◆ BRIEF
Copy out the entries that come next, exactly.

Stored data
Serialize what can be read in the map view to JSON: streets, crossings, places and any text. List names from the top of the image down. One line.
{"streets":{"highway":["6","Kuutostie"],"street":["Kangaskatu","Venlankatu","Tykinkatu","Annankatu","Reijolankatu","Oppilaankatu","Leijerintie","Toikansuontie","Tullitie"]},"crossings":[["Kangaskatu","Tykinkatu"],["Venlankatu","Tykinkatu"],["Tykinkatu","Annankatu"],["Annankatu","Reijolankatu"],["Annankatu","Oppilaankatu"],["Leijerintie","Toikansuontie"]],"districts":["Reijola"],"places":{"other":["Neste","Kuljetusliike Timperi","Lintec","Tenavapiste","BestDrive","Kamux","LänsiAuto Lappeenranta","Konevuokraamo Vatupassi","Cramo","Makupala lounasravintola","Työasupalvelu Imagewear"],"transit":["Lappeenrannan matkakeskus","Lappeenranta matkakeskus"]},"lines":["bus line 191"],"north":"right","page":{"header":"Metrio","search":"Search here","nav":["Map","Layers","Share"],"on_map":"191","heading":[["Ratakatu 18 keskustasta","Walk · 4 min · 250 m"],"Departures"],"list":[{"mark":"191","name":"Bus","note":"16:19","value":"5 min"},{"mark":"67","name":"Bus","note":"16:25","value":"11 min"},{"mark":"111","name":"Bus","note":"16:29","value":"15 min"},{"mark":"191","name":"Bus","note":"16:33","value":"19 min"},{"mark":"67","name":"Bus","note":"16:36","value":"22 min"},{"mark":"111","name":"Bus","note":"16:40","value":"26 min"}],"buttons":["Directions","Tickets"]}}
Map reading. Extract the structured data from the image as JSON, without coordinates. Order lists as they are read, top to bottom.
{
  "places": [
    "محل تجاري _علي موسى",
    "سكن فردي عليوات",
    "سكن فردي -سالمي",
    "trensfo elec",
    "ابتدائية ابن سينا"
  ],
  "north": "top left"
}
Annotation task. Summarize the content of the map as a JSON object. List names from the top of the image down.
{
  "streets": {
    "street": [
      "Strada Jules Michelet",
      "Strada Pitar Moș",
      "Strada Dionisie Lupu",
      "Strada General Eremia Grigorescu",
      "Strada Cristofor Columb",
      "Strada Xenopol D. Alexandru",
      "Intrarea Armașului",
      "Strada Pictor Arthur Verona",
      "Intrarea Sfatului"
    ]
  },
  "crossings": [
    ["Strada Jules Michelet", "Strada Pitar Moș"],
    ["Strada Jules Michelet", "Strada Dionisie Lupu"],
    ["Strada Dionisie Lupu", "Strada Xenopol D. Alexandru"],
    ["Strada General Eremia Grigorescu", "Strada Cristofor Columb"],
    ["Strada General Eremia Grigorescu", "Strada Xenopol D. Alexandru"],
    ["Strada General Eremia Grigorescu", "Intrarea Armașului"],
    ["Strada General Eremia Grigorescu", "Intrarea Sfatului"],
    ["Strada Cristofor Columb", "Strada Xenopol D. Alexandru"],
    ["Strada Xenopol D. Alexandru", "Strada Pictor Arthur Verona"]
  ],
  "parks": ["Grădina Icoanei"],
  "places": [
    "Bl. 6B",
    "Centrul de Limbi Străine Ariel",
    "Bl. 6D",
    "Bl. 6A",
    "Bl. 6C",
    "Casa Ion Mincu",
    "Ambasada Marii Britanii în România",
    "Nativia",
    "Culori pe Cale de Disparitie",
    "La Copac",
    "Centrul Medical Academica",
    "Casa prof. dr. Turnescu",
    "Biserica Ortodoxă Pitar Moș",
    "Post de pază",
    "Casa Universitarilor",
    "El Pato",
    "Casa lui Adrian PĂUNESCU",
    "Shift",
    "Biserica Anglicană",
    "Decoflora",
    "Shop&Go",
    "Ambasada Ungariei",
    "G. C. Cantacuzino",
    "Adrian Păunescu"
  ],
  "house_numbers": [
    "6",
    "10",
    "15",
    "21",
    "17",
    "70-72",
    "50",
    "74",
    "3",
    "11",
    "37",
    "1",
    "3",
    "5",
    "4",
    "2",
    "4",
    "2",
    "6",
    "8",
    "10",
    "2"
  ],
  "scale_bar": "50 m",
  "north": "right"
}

◆ ANSWER TO THIS PROBLEM
Serialize what can be read in the map view to JSON: streets, crossings, places and any text. List names from the top of the image down. One line.
{"streets":{"highway":["6","Kuutostie"],"street":["Kangaskatu","Venlankatu","Tykinkatu","Annankatu","Reijolankatu","Oppilaankatu","Leijerintie","Toikansuontie","Tullitie"]},"crossings":[["Kangaskatu","Tykinkatu"],["Venlankatu","Tykinkatu"],["Tykinkatu","Annankatu"],["Annankatu","Reijolankatu"],["Annankatu","Oppilaankatu"],["Leijerintie","Toikansuontie"]],"districts":["Reijola"],"places":{"other":["Neste","Kuljetusliike Timperi","Lintec","Tenavapiste","BestDrive","Kamux","LänsiAuto Lappeenranta","Konevuokraamo Vatupassi","Cramo","Makupala lounasravintola","Työasupalvelu Imagewear"],"transit":["Lappeenrannan matkakeskus","Lappeenranta matkakeskus"]},"lines":["bus line 191"],"north":"right","page":{"header":"Metrio","search":"Search here","nav":["Map","Layers","Share"],"on_map":"191","heading":[["Ratakatu 18 keskustasta","Walk · 4 min · 250 m"],"Departures"],"list":[{"mark":"191","name":"Bus","note":"16:19","value":"5 min"},{"mark":"67","name":"Bus","note":"16:25","value":"11 min"},{"mark":"111","name":"Bus","note":"16:29","value":"15 min"},{"mark":"191","name":"Bus","note":"16:33","value":"19 min"},{"mark":"67","name":"Bus","note":"16:36","value":"22 min"},{"mark":"111","name":"Bus","note":"16:40","value":"26 min"}],"buttons":["Directions","Tickets"]}}
Map reading. Extract the structured data from the image as JSON, without coordinates. Order lists as they are read, top to bottom.
{
  "places": [
    "محل تجاري _علي موسى",
    "سكن فردي عليوات",
    "سكن فردي -سالمي",
    "trensfo elec",
    "ابتدائية ابن سينا"
  ],
  "north": "top left"
}
Annotation task. Summarize the content of the map as a JSON object. List names from the top of the image down.
{
  "streets": {
    "street": [
      "Strada Jules Michelet",
      "Strada Pitar Moș",
      "Strada Dionisie Lupu",
      "Strada General Eremia Grigorescu",
      "Strada Cristofor Columb",
      "Strada Xenopol D. Alexandru",
      "Intrarea Armașului",
      "Strada Pictor Arthur Verona",
      "Intrarea Sfatului"
    ]
  },
  "crossings": [
    ["Strada Jules Michelet", "Strada Pitar Moș"],
    ["Strada Jules Michelet", "Strada Dionisie Lupu"],
    ["Strada Dionisie Lupu", "Strada Xenopol D. Alexandru"],
    ["Strada General Eremia Grigorescu", "Strada Cristofor Columb"],
    ["Strada General Eremia Grigorescu", "Strada Xenopol D. Alexandru"],
    ["Strada General Eremia Grigorescu", "Intrarea Armașului"],
    ["Strada General Eremia Grigorescu", "Intrarea Sfatului"],
    ["Strada Cristofor Columb", "Strada Xenopol D. Alexandru"],
    ["Strada Xenopol D. Alexandru", "Strada Pictor Arthur Verona"]
  ],
  "parks": ["Grădina Icoanei"],
  "places": [
    "Bl. 6B",
    "Centrul de Limbi Străine Ariel",
    "Bl. 6D",
    "Bl. 6A",
    "Bl. 6C",
    "Casa Ion Mincu",
    "Ambasada Marii Britanii în România",
    "Nativia",
    "Culori pe Cale de Disparitie",
    "La Copac",
    "Centrul Medical Academica",
    "Casa prof. dr. Turnescu",
    "Biserica Ortodoxă Pitar Moș",
    "Post de pază",
    "Casa Universitarilor",
    "El Pato",
    "Casa lui Adrian PĂUNESCU",
    "Shift",
    "Biserica Anglicană",
    "Decoflora",
    "Shop&Go",
    "Ambasada Ungariei",
    "G. C. Cantacuzino",
    "Adrian Păunescu"
  ],
  "house_numbers": [
    "6",
    "10",
    "15",
    "21",
    "17",
    "70-72",
    "50",
    "74",
    "3",
    "11",
    "37",
    "1",
    "3",
    "5",
    "4",
    "2",
    "4",
    "2",
    "6",
    "8",
    "10",
    "2"
  ],
  "scale_bar": "50 m",
  "north": "right"
}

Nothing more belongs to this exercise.